**Goal of the exercise**.
Pictures stay out, but every line of the data is copied exactly.

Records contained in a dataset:
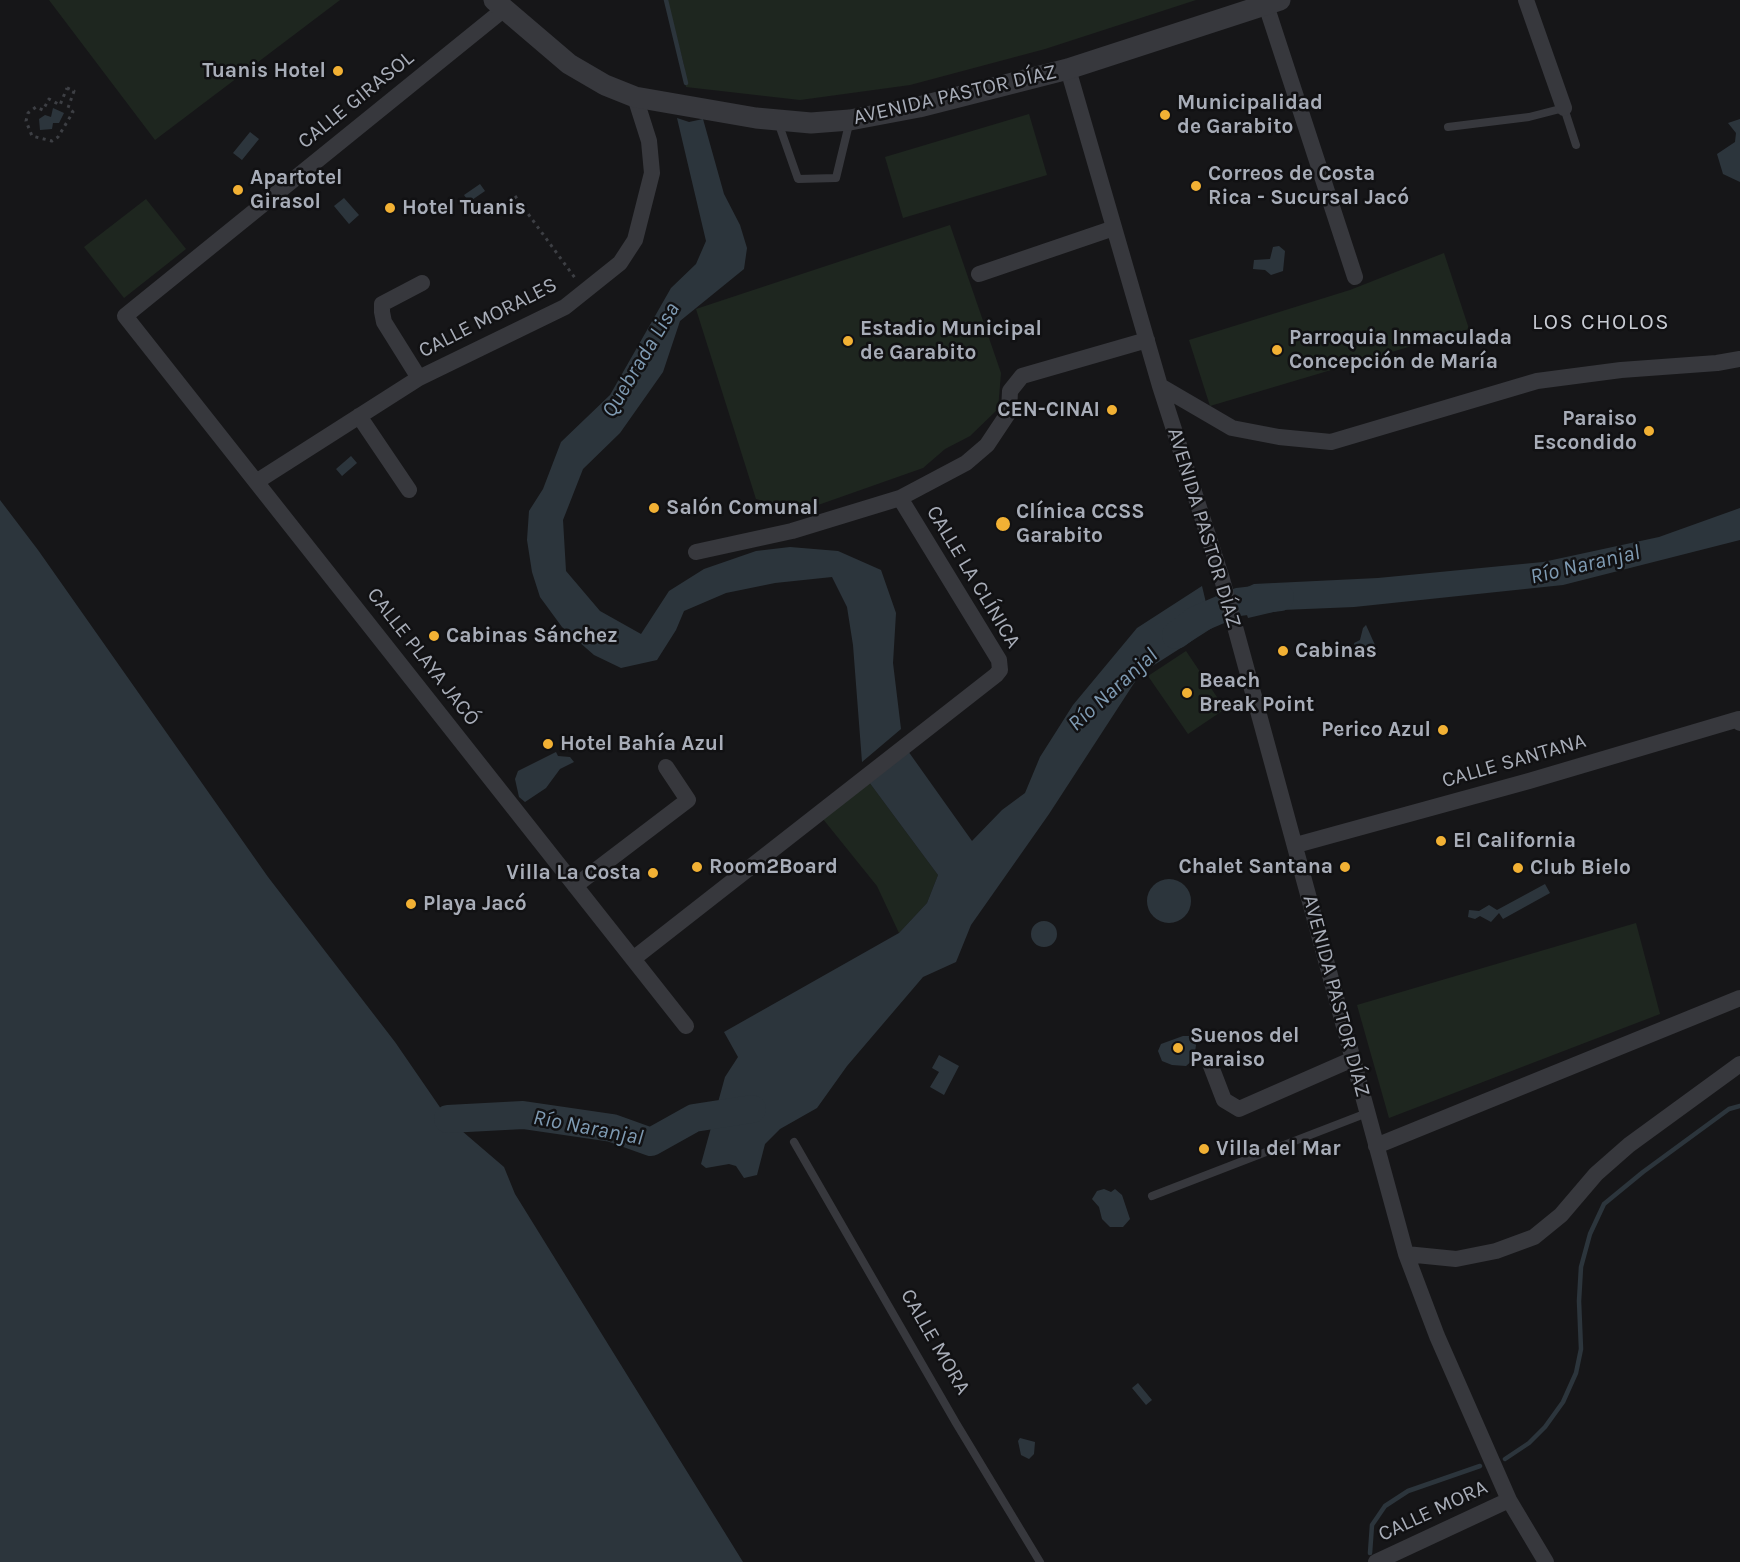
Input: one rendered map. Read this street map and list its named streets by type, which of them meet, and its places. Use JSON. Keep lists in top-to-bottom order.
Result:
{
  "streets": {
    "street": [
      "AVENIDA PASTOR DÍAZ",
      "CALLE GIRASOL",
      "CALLE MORALES",
      "CALLE LA CLÍNICA",
      "CALLE PLAYA JACÓ",
      "CALLE SANTANA",
      "CALLE MORA"
    ]
  },
  "crossings": [
    ["AVENIDA PASTOR DÍAZ", "CALLE GIRASOL"],
    ["AVENIDA PASTOR DÍAZ", "CALLE MORALES"],
    ["AVENIDA PASTOR DÍAZ", "CALLE LA CLÍNICA"],
    ["AVENIDA PASTOR DÍAZ", "CALLE SANTANA"],
    ["AVENIDA PASTOR DÍAZ", "CALLE MORA"],
    ["CALLE GIRASOL", "CALLE PLAYA JACÓ"],
    ["CALLE MORALES", "CALLE PLAYA JACÓ"],
    ["CALLE LA CLÍNICA", "CALLE PLAYA JACÓ"]
  ],
  "districts": ["LOS CHOLOS"],
  "water": ["Quebrada Lisa", "Río Naranjal"],
  "places": [
    "Tuanis Hotel",
    "Municipalidad de Garabito",
    "Correos de Costa Rica - Sucursal Jacó",
    "Apartotel Girasol",
    "Hotel Tuanis",
    "Estadio Municipal de Garabito",
    "Parroquia Inmaculada Concepción de María",
    "CEN-CINAI",
    "Paraiso Escondido",
    "Salón Comunal",
    "Clínica CCSS Garabito",
    "Cabinas Sánchez",
    "Cabinas",
    "Beach Break Point",
    "Perico Azul",
    "Hotel Bahía Azul",
    "El California",
    "Room2Board",
    "Chalet Santana",
    "Club Bielo",
    "Villa La Costa",
    "Playa Jacó",
    "Suenos del Paraiso",
    "Villa del Mar"
  ]
}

**Written solution**.
Input: one rendered map. Read this street map and list its named streets by type, which of them meet, and its places. Use JSON. Keep lists in top-to-bottom order.
Result:
{
  "streets": {
    "street": [
      "AVENIDA PASTOR DÍAZ",
      "CALLE GIRASOL",
      "CALLE MORALES",
      "CALLE LA CLÍNICA",
      "CALLE PLAYA JACÓ",
      "CALLE SANTANA",
      "CALLE MORA"
    ]
  },
  "crossings": [
    ["AVENIDA PASTOR DÍAZ", "CALLE GIRASOL"],
    ["AVENIDA PASTOR DÍAZ", "CALLE MORALES"],
    ["AVENIDA PASTOR DÍAZ", "CALLE LA CLÍNICA"],
    ["AVENIDA PASTOR DÍAZ", "CALLE SANTANA"],
    ["AVENIDA PASTOR DÍAZ", "CALLE MORA"],
    ["CALLE GIRASOL", "CALLE PLAYA JACÓ"],
    ["CALLE MORALES", "CALLE PLAYA JACÓ"],
    ["CALLE LA CLÍNICA", "CALLE PLAYA JACÓ"]
  ],
  "districts": ["LOS CHOLOS"],
  "water": ["Quebrada Lisa", "Río Naranjal"],
  "places": [
    "Tuanis Hotel",
    "Municipalidad de Garabito",
    "Correos de Costa Rica - Sucursal Jacó",
    "Apartotel Girasol",
    "Hotel Tuanis",
    "Estadio Municipal de Garabito",
    "Parroquia Inmaculada Concepción de María",
    "CEN-CINAI",
    "Paraiso Escondido",
    "Salón Comunal",
    "Clínica CCSS Garabito",
    "Cabinas Sánchez",
    "Cabinas",
    "Beach Break Point",
    "Perico Azul",
    "Hotel Bahía Azul",
    "El California",
    "Room2Board",
    "Chalet Santana",
    "Club Bielo",
    "Villa La Costa",
    "Playa Jacó",
    "Suenos del Paraiso",
    "Villa del Mar"
  ]
}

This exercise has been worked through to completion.